The service trip lasts a few weeks. Salesian deacon José Alves explains that all activities are planned in detail. “We enter the villages praying, accompany the lessons and activities of the schools, health. We meet people in their villages and on the roads. If they have problems with the functioning of the wells, we take note of them and when we reach a quantity of necessary services that allow the transfer of the AMA project, we return knowing in advance which wells need maintenance,” said the religious.
Around 500 people live in these 13 villages in the Parabubure region, who today benefit from the wells being maintained. In this case, minor repairs were made, such as changing the pumps, repairing the taps, and other services.
The existing wells were built at different times more than 30 years ago according to the needs of the natives. The last borehole from the AMA project was built in the village of Teihidzatse 3 years ago.

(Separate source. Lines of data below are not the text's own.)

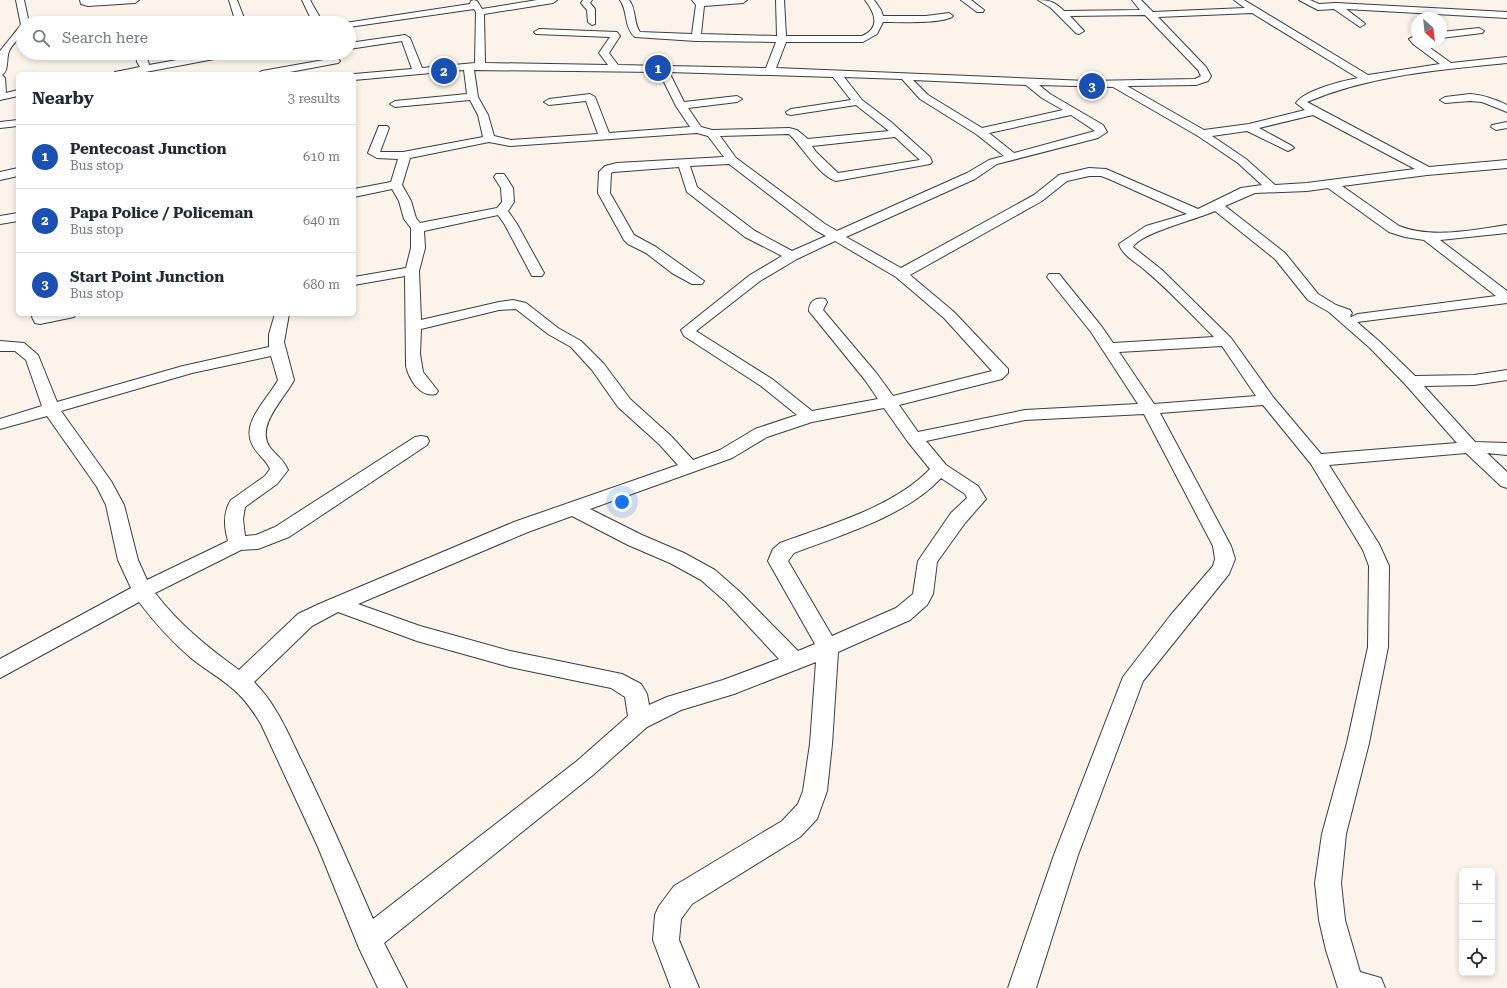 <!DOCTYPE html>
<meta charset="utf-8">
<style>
:root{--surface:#fff;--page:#f6f6f7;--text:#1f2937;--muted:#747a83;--line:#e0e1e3;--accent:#2563eb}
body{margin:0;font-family:"Roboto Serif",serif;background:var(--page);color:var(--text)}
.controls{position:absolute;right:12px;bottom:12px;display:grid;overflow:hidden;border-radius:6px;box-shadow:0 2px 6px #0003}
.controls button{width:36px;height:36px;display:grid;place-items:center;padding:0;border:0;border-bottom:1px solid var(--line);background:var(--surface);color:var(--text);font:20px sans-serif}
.compass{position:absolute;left:1411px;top:12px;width:36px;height:36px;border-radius:50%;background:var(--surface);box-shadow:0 2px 6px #0003;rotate:153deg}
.you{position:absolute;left:622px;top:502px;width:14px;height:14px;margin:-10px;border:3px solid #fff;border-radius:50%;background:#1a73e8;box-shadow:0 0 0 6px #1a73e833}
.badge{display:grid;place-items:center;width:26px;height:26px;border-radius:50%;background:var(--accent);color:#fff;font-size:13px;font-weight:700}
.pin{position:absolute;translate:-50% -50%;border:2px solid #fff;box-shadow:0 1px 4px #0006}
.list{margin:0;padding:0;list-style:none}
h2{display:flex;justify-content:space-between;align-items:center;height:52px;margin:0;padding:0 16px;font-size:17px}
h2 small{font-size:13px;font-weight:400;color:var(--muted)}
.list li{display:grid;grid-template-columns:26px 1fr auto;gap:12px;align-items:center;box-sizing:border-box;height:64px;padding:0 16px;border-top:1px solid var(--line)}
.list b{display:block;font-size:15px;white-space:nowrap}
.list p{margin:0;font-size:13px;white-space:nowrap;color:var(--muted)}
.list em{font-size:13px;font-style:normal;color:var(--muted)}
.icon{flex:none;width:22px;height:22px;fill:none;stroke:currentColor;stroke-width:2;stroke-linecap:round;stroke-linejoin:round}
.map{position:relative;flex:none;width:1507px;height:988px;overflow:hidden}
.search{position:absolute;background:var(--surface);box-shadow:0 2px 6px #0003;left:16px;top:16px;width:340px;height:44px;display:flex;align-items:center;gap:10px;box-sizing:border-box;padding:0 14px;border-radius:22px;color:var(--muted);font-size:15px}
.panel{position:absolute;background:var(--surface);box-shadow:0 2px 6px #0003;left:16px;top:72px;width:340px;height:244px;border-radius:6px}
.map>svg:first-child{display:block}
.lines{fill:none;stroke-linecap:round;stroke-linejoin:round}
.minor-casing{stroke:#3d3d3d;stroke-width:2}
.minor{fill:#fff;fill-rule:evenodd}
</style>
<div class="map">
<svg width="1507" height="988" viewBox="0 0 1507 988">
<rect width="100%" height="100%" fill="#fcf4ea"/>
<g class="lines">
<defs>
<g id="minor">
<path d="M 16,0 L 24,0 L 29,23 L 23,23 C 23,40 16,38 9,51 C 6,59 9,71 2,75 L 5,78 L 6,93 L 18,90 L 18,96 L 0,100 L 0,51 L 21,25 Z"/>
<path d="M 80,0 L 139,0 L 135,3 L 88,6 L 81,4 Z"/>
<path d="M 229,0 L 237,0 L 246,23 L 236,23 Z"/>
<path d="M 302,0 L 310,0 L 323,23 L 313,23 Z"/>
<path d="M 474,0 L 477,1 L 482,9 L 537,0 L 557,0 L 553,3 L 484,14 L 485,63 L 608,65 L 599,53 L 610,37 L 536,34 L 534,32 L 539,29 L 617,32 L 620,36 L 609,53 L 618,65 L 766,68 L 776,42 L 696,41 L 635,37 C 624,28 628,11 620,0 L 629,0 C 637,10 633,23 640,32 L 692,34 L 696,5 L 692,0 L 747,0 L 743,3 L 704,6 L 701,34 L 777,36 L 776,0 L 784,0 L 786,36 L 862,36 C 881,28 875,13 865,0 L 874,0 L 881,10 L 883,16 L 926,16 L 949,13 L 953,16 C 945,24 897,22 883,22 L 877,34 L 863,42 L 786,42 L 776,68 L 1087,81 L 1195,79 L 1201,76 L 1198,70 L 1145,15 L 1070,16 L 1084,31 L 1079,34 L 1076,33 L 1051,8 L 1038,0 C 1050,0 1056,3 1064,11 L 1140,10 L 1132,0 L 1141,0 L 1153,12 L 1245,8 L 1234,0 L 1244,0 L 1368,75 L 1440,64 L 1413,44 L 1409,39 L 1417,35 L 1417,42 L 1422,42 L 1451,63 L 1507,57 L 1507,63 C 1438,70 1371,75 1307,102 L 1429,167 L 1507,160 L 1507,168 L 1427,175 L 1342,186 L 1399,226 C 1432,239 1473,230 1507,225 L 1507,233 L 1440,240 L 1507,291 L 1507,303 L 1357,322 L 1380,342 L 1415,376 L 1474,375 L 1507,370 L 1507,380 L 1474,385 L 1424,386 L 1475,442 L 1507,443 L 1507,455 L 1487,453 L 1507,472 L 1507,488 L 1501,486 L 1466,453 L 1329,465 L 1379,544 L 1389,566 L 1388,647 L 1369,743 L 1346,834 L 1341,883 L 1345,920 L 1360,972 L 1381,978 L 1385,988 L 1338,988 L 1326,950 L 1319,920 L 1315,883 L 1322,834 L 1347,743 L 1368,647 L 1369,566 L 1363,550 L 1311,464 L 1263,405 L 1160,413 L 1231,546 L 1235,559 L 1229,574 L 1143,681 L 1078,855 L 1036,988 L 1008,988 L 1054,855 L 1123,677 L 1170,616 L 1213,566 L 1215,559 L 1213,546 L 1144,414 L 1025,420 L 926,441 L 946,465 L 978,486 L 986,499 L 965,523 L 937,562 L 933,594 L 927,605 L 910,620 L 838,652 L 832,744 L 827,791 L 817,819 L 800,837 L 692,904 L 681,919 L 679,940 L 699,988 L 671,988 L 653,940 L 655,915 L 659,906 L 674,886 L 782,821 L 798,804 L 803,791 L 810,744 L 816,662 L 734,694 L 681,710 L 647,727 L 593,775 L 384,943 L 407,988 L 378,988 L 359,948 L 318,847 L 261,724 C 253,711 245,699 233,689 C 220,677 204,669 191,658 C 171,641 155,623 139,602 L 0,678 L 0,659 L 131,588 L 118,560 L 106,505 L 97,487 L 47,416 L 0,429 L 0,419 L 42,406 L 26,360 L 15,351 L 0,351 L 0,341 L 24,343 L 38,355 L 57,402 L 183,366 L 269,347 L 269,334 L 275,314 L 289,314 L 284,342 L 294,380 C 285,398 256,425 269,446 C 275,455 283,458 288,470 L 277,484 L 245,507 L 243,519 L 245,536 L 256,535 L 275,527 L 415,437 L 421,436 L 427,437 L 429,441 L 427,445 L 289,537 L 258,549 L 241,550 L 155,593 C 179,624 207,647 239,670 L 298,614 L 319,604 L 514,522 L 678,465 L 659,444 L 618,407 L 592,370 L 571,347 L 548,334 L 516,309 L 499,310 L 421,329 L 420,354 L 423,372 L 438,391 L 436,394 C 420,398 409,379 406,366 L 405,276 L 354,285 L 354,277 L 406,268 L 411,248 L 411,228 L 404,219 L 399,201 L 392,189 L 354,197 L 354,189 L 391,182 L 398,159 L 377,158 L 368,153 L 379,126 L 387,126 L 389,128 L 380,152 L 403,152 L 483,137 L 478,115 L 470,100 L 395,107 L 390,104 L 395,101 L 467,94 L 464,70 L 354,80 L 354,74 L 412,69 L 402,41 L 349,49 L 349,43 L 405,35 L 410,38 L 422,68 L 475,63 L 476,12 L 474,9 L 349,27 L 349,23 L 345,23 L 470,4 L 471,1 ZM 1252,13 L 1358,78 C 1342,81 1305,90 1296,103 L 1305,110 L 1249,124 L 1204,130 L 1127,86 L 1196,85 L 1208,81 L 1211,76 L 1206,67 L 1158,17 ZM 474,70 L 659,72 L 676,106 L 690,127 L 609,133 L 595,97 L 590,94 L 549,99 L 544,102 L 549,105 L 586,101 L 598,134 L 511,140 L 494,136 L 488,115 L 478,97 ZM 669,72 L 833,77 L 851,100 L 791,109 L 786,112 L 787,114 L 791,115 L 856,105 L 889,131 L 808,139 L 797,130 L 789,128 L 712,130 L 701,127 L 688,108 L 737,102 L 742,99 L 737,96 L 684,102 ZM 844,77 L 902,79 L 920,99 L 976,134 L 1004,156 L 989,160 L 967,173 L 837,231 L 825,224 L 736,158 L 720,136 L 789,134 C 802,146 819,176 836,181 L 930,164 L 932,162 L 930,157 L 891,122 L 862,100 ZM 913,80 L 1026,85 L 1042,98 L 1063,110 L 982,128 L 928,95 ZM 1039,85 L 1113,87 L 1198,136 L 1238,163 L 1262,185 L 1241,188 L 1198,209 L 1106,169 L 1089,168 L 1063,174 L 1059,175 L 1034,195 L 901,268 L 846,237 L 975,179 L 997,164 L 1098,138 L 1107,132 L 1103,125 L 1050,94 ZM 1071,115 L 1095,131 L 1014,153 L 989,133 ZM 1313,115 L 1415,169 L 1307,183 L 1275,185 L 1246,159 L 1212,136 L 1247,131 L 1288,151 L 1294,148 L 1292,146 L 1259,128 ZM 697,133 L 708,136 L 724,157 L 617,163 L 605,166 L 599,172 L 598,193 L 624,240 L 628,244 L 646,253 L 672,273 L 692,284 L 702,284 L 704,281 L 656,247 L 634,235 L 610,193 L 611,173 L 613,172 L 679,167 L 687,192 L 745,237 L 782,256 L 750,275 L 681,330 L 684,336 L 761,386 L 797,415 L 755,429 L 720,450 L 693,460 L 671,436 L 630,399 L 604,364 L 581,341 L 558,328 L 526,303 L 513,300 L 499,302 L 421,320 L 419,271 L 425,248 L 424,231 L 498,215 L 505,225 L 532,276 L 542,276 L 544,273 L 517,224 L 508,211 L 514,202 L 513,188 L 504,174 L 496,174 L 494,177 L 501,188 L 502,202 L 497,208 L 420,223 L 416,218 L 411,201 L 402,185 L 410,158 L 489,142 L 510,146 ZM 895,137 L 920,160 L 838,173 L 816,152 L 812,146 ZM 729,164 L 815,230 L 826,236 L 792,251 L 755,231 L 697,187 L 690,166 ZM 1089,176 L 1101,176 L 1109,179 L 1187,214 L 1146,226 L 1119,244 C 1122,254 1132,260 1140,266 C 1166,287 1190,313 1214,337 L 1113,343 L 1102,327 L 1059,274 L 1049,274 L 1047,277 L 1091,332 L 1138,404 L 1025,410 L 918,432 L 899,405 L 1002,379 L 1008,373 L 1008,369 L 954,312 L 910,275 L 1042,201 L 1067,181 ZM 1328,188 L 1389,232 L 1405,237 L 1424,240 L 1496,296 L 1358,314 L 1351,317 L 1350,316 L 1352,313 L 1350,310 L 1336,305 L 1318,294 L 1285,253 L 1225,206 L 1255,193 L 1307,191 ZM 1215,211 L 1275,259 L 1308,300 L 1329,312 L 1370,348 L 1405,384 L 1457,443 L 1321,454 L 1273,397 L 1231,338 L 1162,270 L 1133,247 C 1140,233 1198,219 1215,211 ZM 835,241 L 896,277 L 944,318 L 992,371 L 893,396 L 877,374 L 823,310 L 827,302 L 825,299 C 816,297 809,301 809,311 L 865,380 L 878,399 L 812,411 L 772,379 L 696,331 L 760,281 L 797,259 ZM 1222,346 L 1256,396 L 1154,404 L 1119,352 ZM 271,356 L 278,380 C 268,399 241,422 252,444 C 256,454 266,459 270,469 L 265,476 L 231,500 C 223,512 224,527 228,541 L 147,580 L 138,560 L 124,505 L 111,481 L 61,411 L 192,373 ZM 884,408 L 908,442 L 930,469 C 894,507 829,525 780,543 L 773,549 L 768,561 L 815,644 L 798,651 L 740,592 L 715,570 L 684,553 L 642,535 L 590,509 L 732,458 L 767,437 L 812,422 ZM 941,478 L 965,494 L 967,498 L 951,513 L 918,561 L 913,594 L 896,608 L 832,636 L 788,561 L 794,553 C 841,535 906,516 941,478 ZM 572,516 L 628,545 L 670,563 L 701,580 L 726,602 L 779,659 L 723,680 L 667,697 L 649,705 L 647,694 L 641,684 L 622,674 L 510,651 L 420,626 L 358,604 L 528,532 ZM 338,612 L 417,641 L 510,667 L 611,688 L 625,697 L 628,716 L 577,761 L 373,919 C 351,868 329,818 305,768 C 290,738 278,706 254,682 L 312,626 Z"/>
<path d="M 583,0 L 592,0 L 590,3 L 595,9 L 595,24 L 592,25 L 588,22 L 587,10 L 581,3 Z"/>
<path d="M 961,0 L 971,0 L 984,10 L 983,12 L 977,12 Z"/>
<path d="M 1299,0 L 1310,0 L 1319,4 L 1336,3 L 1507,12 L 1507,18 L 1346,9 L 1363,22 L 1365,24 L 1360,27 L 1334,9 L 1318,10 Z"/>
<path d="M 1479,28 L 1484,31 L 1482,33 L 1441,38 L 1441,32 Z"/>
<path d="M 136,53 L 146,53 L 149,65 L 215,53 L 235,53 L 230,56 L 135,74 L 114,74 L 115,72 L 140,67 L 137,62 Z"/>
<path d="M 335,58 L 338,59 L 340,61 L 338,63 L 279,74 L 257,74 L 262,71 Z"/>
<path d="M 1470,94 C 1483,95 1495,99 1507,105 L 1507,112 L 1482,102 L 1470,101 L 1445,103 L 1440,100 L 1445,97 Z"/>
<path d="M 18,120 L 18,126 L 0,128 L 0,122 Z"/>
<path d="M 1507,122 L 1507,128 L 1496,130 L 1491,127 L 1492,125 Z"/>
<path d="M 18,168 L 18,176 L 0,180 L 0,172 Z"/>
<path d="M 18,213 L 18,221 L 0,224 L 0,216 Z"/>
<path d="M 34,314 L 76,314 L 74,317 L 40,324 L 35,323 L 32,317 Z"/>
</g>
</defs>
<use href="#minor" class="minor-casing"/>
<use href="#minor" class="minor"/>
</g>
</svg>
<div class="controls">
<button>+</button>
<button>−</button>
<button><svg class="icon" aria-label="locate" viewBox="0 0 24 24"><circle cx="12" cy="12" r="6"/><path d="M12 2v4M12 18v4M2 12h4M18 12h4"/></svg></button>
</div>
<svg class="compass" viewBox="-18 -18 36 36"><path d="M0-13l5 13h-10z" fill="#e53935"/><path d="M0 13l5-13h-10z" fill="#747a83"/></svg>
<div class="you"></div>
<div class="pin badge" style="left:658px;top:68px;background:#1a4fb4">1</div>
<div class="pin badge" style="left:444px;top:71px;background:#1a4fb4">2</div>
<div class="pin badge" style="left:1092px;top:86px;background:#1a4fb4">3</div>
<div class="search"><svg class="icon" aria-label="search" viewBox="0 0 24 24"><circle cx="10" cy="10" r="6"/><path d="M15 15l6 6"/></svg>Search here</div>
<section class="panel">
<h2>Nearby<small>3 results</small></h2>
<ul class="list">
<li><span class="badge" style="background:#1a4fb4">1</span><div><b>Pentecoast Junction</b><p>Bus stop</p></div><em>610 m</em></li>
<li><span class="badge" style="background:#1a4fb4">2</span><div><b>Papa Police / Policeman</b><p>Bus stop</p></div><em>640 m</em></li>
<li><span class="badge" style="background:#1a4fb4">3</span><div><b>Start Point Junction</b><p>Bus stop</p></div><em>680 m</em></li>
</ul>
</section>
</div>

Other wells were built in the villages thanks to state support. The well maintenance project answers to a clear need of the Xavantes people of the region. Indigenous people usually build their villages on the banks of small streams, which sometimes dry up in periods of drought or when it rains little, the water becomes very muddy. In general, it is the water of these rivers and streams that indigenous people use to drink and cook, regardless of its quality.
In some villages there is a serious shortage of water, why the presence of the AMA project is fundamental for the drilling of wells and their maintenance, all this at the service of the "poorest of the Kingdom of God".